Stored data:
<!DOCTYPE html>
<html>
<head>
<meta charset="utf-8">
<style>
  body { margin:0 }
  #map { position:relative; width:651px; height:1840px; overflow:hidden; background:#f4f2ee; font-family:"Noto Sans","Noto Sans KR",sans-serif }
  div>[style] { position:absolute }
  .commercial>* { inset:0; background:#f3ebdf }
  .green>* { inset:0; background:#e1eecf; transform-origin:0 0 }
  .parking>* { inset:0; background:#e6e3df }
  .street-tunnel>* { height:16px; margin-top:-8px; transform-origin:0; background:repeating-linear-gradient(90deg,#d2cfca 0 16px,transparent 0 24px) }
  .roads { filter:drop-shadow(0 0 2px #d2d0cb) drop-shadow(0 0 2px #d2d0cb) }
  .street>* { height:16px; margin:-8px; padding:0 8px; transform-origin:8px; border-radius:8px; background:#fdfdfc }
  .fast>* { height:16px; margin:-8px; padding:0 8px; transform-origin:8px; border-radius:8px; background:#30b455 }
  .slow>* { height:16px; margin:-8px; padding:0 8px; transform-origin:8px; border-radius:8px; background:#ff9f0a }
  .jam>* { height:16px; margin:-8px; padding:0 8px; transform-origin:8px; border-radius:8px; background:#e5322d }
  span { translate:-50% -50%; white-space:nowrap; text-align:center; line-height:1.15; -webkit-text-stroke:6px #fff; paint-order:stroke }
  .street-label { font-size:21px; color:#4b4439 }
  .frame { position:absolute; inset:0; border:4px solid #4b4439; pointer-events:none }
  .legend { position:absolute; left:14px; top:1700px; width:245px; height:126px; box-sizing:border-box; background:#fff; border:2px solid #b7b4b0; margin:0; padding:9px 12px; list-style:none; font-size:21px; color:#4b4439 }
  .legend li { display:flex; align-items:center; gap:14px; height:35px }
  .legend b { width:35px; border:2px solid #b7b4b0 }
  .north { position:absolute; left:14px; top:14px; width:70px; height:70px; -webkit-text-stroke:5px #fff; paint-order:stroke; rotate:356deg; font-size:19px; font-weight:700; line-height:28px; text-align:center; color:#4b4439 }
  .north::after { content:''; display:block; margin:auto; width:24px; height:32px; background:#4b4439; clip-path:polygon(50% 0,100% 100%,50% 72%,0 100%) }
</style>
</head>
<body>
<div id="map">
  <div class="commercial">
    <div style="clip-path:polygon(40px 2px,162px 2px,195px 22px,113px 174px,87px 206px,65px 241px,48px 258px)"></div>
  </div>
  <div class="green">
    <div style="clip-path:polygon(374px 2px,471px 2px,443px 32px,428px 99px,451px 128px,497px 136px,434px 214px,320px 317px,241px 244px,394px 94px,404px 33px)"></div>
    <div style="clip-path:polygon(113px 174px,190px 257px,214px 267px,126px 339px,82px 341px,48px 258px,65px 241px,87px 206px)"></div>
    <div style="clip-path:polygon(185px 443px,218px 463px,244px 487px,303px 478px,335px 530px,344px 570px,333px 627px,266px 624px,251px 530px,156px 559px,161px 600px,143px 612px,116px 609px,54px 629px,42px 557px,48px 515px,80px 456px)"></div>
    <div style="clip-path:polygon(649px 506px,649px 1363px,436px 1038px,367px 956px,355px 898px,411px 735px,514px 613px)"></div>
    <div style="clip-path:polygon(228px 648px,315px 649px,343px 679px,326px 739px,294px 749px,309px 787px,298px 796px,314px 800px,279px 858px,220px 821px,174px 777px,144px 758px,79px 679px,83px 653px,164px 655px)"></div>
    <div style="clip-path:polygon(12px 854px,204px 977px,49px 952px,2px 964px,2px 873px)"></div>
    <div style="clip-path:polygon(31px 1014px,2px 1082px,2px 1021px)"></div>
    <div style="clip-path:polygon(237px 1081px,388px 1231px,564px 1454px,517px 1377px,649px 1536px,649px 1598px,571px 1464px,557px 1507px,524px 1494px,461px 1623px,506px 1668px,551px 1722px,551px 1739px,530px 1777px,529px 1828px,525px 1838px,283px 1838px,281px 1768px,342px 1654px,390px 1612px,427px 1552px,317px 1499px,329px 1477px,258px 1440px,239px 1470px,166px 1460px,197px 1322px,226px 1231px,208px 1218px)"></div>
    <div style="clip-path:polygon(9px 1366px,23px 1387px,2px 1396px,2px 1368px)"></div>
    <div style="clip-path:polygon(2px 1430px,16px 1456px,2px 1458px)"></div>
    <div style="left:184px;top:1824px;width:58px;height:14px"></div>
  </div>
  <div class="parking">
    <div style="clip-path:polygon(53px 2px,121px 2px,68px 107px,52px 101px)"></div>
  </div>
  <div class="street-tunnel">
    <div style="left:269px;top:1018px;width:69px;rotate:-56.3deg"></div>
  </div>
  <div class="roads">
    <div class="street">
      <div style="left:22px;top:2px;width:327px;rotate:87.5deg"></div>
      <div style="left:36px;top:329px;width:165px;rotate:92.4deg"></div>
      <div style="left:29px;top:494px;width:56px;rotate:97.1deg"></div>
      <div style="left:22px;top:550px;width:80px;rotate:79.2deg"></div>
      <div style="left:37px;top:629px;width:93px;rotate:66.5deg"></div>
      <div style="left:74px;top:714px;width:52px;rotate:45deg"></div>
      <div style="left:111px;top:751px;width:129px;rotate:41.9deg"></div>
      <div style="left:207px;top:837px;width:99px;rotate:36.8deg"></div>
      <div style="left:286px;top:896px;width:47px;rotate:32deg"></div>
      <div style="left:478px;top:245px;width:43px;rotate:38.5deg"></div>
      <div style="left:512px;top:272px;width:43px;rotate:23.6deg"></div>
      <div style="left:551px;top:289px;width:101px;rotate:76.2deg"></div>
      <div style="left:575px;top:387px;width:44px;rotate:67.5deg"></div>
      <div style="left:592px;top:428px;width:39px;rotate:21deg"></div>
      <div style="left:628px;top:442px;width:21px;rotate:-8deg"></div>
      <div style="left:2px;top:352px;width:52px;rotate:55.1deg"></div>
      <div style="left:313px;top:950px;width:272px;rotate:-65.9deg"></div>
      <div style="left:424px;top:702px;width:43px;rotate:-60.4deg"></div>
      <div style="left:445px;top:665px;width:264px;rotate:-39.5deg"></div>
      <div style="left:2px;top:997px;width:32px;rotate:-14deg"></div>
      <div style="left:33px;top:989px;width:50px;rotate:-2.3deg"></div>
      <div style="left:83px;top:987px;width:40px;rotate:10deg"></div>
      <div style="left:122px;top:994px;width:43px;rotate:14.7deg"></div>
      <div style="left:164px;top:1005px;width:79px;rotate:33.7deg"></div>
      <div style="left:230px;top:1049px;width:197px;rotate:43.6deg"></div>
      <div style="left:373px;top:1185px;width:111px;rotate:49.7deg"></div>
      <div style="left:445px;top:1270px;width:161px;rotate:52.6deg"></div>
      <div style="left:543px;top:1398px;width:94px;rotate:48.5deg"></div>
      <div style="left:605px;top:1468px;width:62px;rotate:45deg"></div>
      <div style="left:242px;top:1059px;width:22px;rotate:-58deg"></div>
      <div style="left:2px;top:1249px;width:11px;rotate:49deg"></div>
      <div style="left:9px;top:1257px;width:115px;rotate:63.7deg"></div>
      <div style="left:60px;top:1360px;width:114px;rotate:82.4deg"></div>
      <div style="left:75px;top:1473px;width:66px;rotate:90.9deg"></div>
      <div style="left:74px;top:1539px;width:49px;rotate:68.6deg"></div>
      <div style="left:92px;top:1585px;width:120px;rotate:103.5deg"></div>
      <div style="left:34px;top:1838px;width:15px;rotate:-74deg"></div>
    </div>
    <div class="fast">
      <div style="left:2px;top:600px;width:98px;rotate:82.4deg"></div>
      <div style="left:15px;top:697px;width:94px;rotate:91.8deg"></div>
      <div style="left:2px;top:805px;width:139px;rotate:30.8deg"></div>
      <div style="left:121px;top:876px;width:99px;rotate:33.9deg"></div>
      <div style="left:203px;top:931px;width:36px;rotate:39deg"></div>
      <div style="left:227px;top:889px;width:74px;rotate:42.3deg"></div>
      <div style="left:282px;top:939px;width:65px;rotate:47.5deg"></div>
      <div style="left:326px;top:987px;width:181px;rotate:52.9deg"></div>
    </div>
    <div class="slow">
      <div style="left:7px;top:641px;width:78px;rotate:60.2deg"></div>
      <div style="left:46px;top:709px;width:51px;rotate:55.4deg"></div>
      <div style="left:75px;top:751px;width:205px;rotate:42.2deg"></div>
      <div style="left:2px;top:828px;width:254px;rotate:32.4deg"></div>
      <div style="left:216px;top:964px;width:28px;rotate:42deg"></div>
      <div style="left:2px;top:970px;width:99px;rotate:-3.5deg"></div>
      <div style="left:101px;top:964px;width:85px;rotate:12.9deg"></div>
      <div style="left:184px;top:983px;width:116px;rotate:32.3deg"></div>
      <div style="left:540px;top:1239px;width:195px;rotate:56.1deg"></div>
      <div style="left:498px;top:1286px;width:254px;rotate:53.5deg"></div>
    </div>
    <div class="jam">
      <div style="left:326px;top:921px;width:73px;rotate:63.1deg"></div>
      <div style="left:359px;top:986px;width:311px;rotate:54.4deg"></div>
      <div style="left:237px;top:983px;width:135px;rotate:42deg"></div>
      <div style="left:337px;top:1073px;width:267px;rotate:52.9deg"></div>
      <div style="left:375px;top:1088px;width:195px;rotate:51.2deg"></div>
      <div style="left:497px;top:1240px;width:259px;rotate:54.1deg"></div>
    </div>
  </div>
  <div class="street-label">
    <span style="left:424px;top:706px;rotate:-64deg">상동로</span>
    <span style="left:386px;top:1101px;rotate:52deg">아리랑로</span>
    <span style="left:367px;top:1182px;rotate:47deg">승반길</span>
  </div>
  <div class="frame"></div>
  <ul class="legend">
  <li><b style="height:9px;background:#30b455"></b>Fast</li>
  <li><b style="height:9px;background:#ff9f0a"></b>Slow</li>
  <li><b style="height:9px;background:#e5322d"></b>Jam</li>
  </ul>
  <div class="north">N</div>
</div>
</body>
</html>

...

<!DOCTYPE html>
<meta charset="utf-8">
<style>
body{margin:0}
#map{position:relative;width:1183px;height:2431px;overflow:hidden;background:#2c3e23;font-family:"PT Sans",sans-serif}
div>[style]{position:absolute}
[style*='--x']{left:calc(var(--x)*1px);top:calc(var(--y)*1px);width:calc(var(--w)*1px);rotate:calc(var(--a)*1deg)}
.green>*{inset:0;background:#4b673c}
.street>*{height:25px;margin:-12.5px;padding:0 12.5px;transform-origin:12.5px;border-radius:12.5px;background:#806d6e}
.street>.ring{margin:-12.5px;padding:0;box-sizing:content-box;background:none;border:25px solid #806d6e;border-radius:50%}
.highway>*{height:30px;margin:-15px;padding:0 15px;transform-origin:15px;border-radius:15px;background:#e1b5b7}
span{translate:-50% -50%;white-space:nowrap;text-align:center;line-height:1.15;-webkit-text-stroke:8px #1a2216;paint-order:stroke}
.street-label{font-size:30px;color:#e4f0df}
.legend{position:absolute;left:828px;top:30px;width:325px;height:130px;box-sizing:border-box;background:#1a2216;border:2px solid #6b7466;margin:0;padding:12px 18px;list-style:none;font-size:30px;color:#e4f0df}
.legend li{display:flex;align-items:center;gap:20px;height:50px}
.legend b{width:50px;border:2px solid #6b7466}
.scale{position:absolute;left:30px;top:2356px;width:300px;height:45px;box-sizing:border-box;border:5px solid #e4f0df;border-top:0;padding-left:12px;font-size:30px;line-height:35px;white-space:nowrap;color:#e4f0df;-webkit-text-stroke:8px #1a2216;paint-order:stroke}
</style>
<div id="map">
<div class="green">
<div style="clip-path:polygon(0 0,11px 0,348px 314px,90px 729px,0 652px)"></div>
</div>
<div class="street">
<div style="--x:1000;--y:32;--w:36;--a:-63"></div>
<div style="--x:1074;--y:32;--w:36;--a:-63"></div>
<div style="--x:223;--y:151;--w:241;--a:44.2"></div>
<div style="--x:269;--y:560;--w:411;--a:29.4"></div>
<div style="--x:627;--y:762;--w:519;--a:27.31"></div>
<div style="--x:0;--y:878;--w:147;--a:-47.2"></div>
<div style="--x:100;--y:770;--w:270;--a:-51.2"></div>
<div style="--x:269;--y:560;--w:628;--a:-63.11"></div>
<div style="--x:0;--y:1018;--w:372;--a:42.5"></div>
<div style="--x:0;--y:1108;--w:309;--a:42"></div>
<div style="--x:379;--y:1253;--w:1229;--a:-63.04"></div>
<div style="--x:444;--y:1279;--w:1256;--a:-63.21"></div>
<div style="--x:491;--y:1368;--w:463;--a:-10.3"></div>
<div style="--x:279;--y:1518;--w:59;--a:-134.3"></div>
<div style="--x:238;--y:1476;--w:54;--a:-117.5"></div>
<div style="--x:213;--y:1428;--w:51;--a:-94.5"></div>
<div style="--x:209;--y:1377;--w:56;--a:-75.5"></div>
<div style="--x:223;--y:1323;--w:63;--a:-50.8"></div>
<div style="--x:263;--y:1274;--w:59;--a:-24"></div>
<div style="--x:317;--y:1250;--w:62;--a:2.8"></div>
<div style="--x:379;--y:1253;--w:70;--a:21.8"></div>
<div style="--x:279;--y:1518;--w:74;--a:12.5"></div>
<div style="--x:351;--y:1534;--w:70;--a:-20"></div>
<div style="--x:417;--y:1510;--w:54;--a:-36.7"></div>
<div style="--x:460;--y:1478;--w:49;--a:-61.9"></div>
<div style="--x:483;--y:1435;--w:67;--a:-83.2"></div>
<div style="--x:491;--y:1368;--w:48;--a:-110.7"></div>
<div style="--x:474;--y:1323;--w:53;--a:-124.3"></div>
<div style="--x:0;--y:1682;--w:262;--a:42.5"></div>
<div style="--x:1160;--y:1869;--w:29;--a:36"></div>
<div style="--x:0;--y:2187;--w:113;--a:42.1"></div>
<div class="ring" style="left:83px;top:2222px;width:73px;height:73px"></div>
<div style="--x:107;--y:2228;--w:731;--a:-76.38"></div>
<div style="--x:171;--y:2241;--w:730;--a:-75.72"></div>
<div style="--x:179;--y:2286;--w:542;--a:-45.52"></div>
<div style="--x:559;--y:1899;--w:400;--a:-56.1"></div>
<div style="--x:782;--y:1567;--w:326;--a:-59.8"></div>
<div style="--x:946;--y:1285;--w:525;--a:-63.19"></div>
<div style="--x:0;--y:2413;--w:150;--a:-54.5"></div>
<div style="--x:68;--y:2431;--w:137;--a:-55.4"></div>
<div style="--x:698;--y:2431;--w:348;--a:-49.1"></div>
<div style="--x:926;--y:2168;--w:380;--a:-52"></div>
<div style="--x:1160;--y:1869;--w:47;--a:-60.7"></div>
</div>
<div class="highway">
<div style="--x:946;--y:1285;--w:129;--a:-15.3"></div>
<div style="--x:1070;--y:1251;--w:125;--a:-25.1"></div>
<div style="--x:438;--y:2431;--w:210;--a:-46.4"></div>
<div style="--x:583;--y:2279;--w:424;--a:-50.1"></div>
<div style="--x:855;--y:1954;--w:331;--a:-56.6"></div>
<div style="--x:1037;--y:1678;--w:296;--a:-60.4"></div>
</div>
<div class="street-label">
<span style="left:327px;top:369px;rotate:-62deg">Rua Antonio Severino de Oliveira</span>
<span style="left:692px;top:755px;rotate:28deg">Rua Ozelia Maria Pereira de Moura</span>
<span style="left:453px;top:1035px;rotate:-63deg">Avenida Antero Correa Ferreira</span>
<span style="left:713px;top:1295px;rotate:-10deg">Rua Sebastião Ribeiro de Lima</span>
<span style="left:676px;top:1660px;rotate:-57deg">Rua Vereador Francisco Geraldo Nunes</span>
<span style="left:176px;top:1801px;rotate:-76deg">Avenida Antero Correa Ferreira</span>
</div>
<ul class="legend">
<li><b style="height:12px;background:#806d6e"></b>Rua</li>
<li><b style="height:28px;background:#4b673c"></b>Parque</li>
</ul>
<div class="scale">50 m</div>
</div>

What is required: Go through the entries above and copy each line holding the string "html".

Answer to this problem:
<!DOCTYPE html>
<html>
</html>
<!DOCTYPE html>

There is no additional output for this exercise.